The 10-member Association of Southeast Asian Nations, ASEAN, is arguably the most durable and successful regional grouping in the developing world. Established in 1967, it has contributed greatly to regional harmony and prosperity. ASEAN is characterized by great internal diversity, generally high economic growth, and a reluctance to establish a strong supranational structure. Beginning in 1976—with its five original members—ASEAN began to move toward economic cooperation and integration, initially with a focus on merchandise trade. In the 1990s, it added focus on services, investment, and labor. And in the past decade—now including all of Southeast Asia—ASEAN broadened cooperation on macroeconomic and financial issues, many of these together with its Northeast Asian neighbors—the "Plus 3" of the People's Republic of China, Japan, and the Republic of Korea. Members adopted what may appear to be formal preferential trade arrangements. But in practice these are usually multilateralized.
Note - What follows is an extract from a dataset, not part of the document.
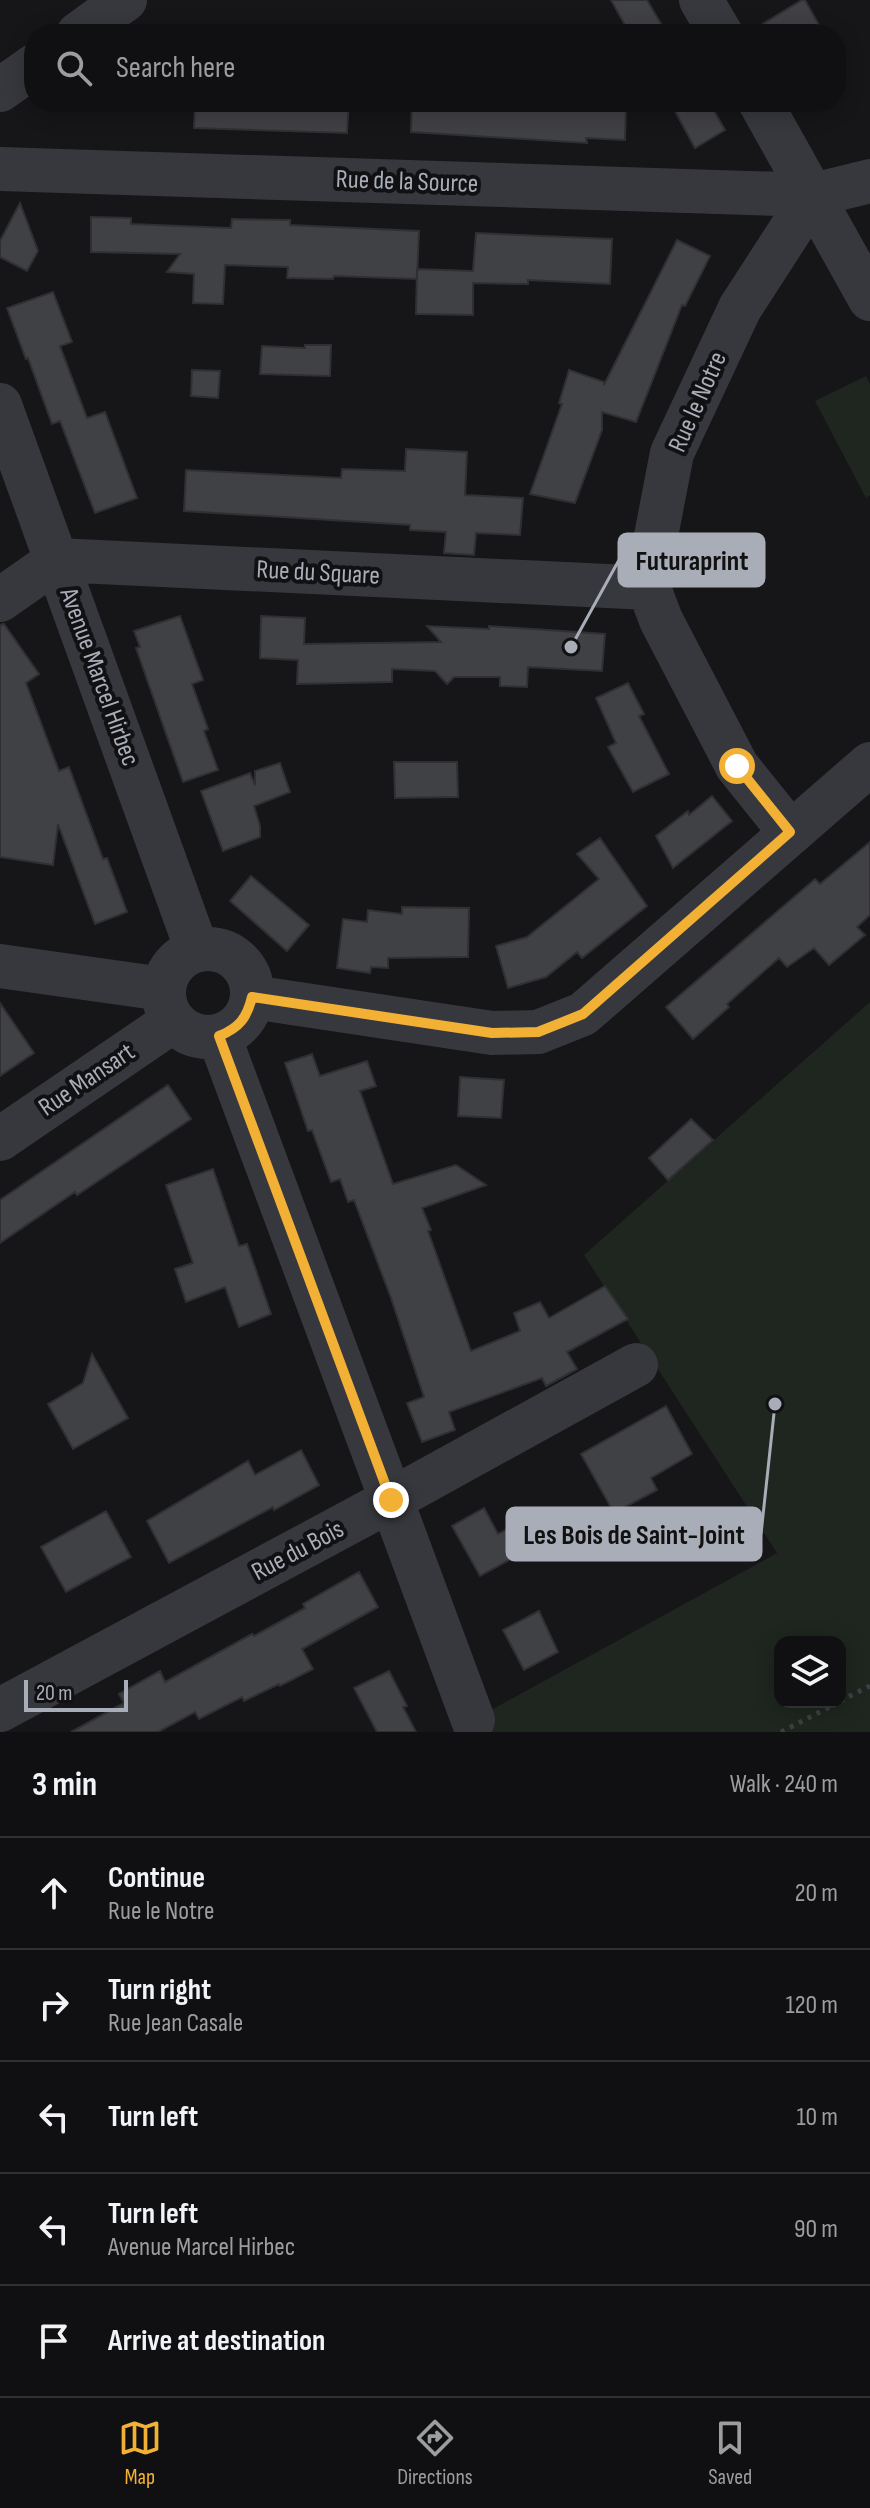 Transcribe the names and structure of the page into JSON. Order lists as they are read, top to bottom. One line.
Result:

ASEAN informally embraces what is sometimes termed "open regionalism." However, there is little likelihood in the foreseeable future that this will evolve into a deep EU-style economic integration behind a common external trade regime, despite a commitment to forming an ASEAN Economic Community beginning 2015.

Suggested Citation

  • Hill, Hal & Menon, Jayant, 2010. "ASEAN Economic Integration: Features, Fulfillments, Failures and the Future," Working Papers on Regional Economic Integration 69, Asian Development Bank.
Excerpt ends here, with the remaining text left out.